§ **To do**:
Look through the records below and copy each line that includes the word "ЗАРЕЧНАЯ".

>>>>

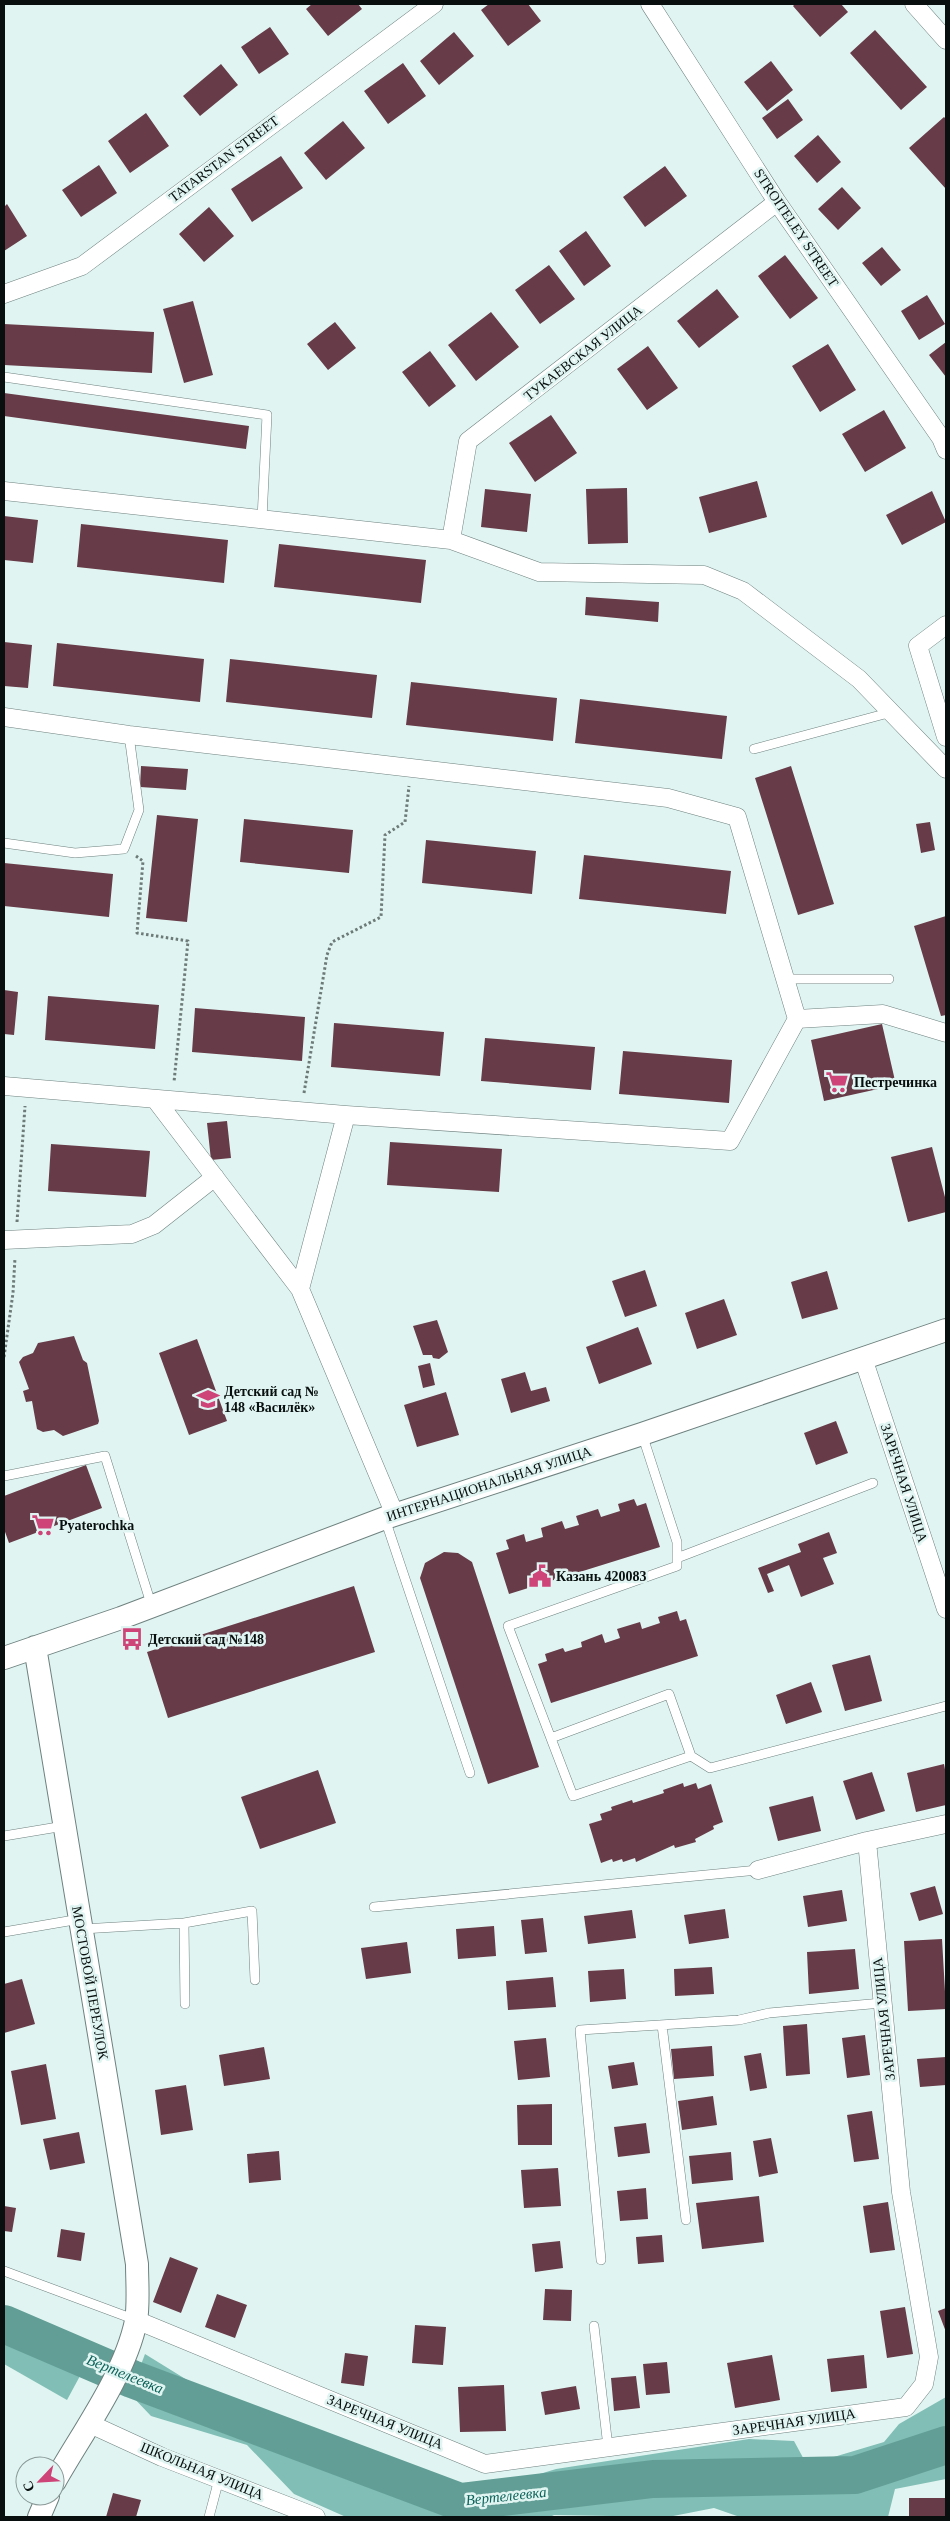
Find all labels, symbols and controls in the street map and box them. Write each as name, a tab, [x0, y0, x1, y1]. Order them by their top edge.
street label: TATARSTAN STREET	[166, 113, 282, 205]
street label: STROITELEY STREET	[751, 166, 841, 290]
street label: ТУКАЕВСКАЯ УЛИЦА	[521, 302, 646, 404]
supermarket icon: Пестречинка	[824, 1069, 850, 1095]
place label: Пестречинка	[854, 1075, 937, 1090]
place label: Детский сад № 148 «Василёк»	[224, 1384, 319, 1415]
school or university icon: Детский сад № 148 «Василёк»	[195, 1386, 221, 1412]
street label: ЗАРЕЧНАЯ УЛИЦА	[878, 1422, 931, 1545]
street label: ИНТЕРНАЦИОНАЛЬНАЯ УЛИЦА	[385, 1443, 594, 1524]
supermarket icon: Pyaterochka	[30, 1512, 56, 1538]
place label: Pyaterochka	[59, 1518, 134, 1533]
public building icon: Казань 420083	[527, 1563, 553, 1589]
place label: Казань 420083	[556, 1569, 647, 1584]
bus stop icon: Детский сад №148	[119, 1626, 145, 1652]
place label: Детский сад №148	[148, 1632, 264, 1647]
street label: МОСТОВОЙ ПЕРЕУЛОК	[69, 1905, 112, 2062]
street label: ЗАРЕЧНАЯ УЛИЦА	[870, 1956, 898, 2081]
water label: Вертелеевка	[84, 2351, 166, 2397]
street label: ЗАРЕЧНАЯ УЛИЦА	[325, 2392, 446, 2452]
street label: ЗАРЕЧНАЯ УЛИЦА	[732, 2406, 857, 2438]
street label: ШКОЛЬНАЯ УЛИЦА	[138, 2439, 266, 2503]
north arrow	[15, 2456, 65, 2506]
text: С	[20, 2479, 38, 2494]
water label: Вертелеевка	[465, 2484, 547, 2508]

<<<<

§ **Answer to the exercise**:
street label: ЗАРЕЧНАЯ УЛИЦА	[878, 1422, 931, 1545]
street label: ЗАРЕЧНАЯ УЛИЦА	[870, 1956, 898, 2081]
street label: ЗАРЕЧНАЯ УЛИЦА	[325, 2392, 446, 2452]
street label: ЗАРЕЧНАЯ УЛИЦА	[732, 2406, 857, 2438]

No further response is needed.